*What you will do*: Show every line in the entries below where the word "data" appears.

*Records supplied*:
══════
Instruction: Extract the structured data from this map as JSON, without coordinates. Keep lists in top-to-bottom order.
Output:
══════
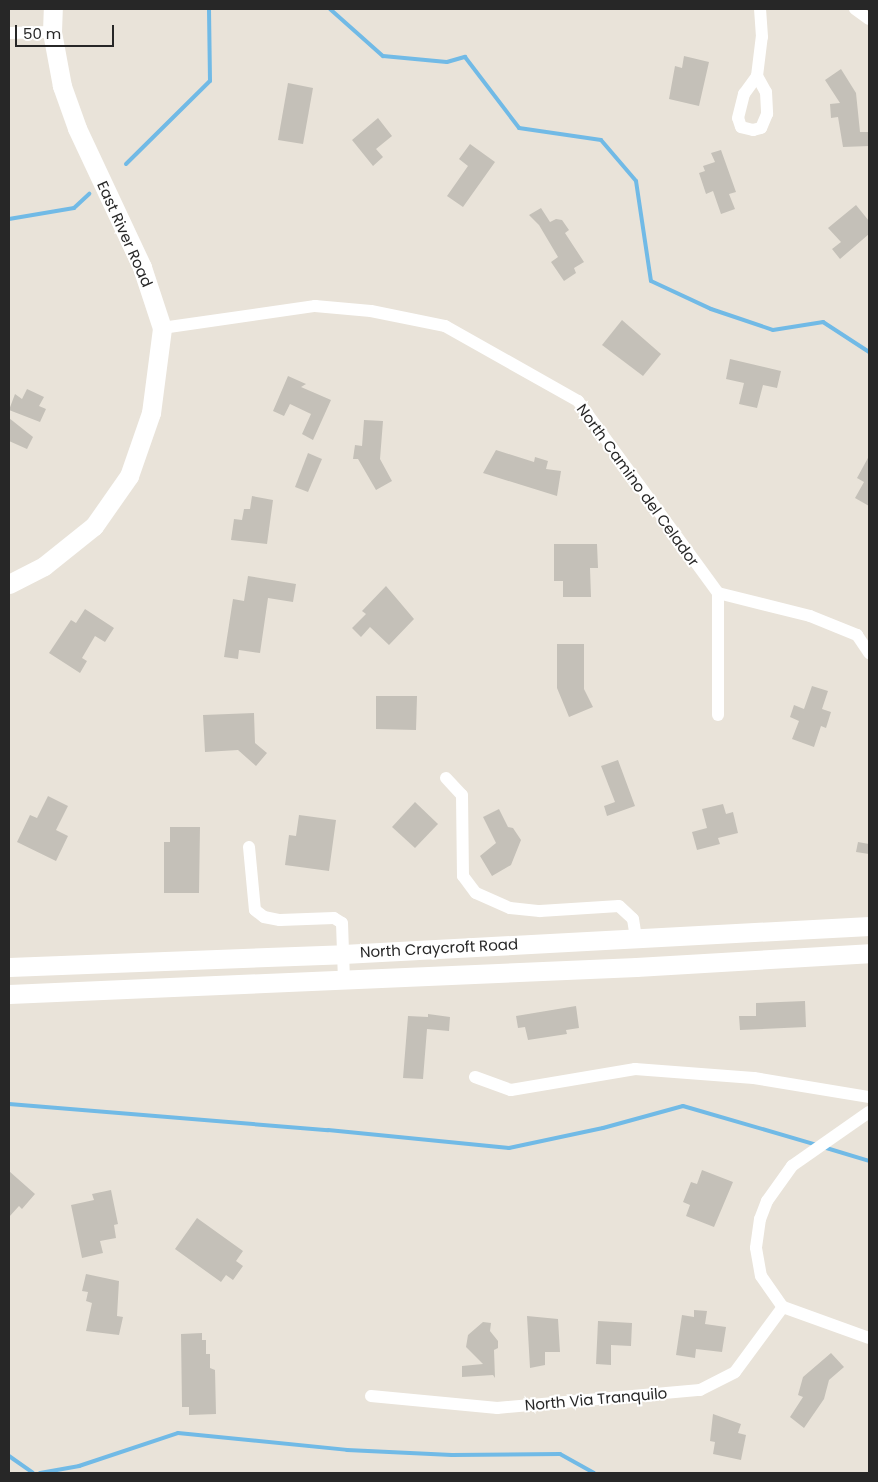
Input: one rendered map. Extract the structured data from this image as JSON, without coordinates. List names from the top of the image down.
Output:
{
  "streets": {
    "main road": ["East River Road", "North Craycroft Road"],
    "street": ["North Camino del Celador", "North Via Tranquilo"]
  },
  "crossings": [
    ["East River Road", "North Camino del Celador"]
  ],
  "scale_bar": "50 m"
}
══════
*Output below*:
Instruction: Extract the structured data from this map as JSON, without coordinates. Keep lists in top-to-bottom order.
Input: one rendered map. Extract the structured data from this image as JSON, without coordinates. List names from the top of the image down.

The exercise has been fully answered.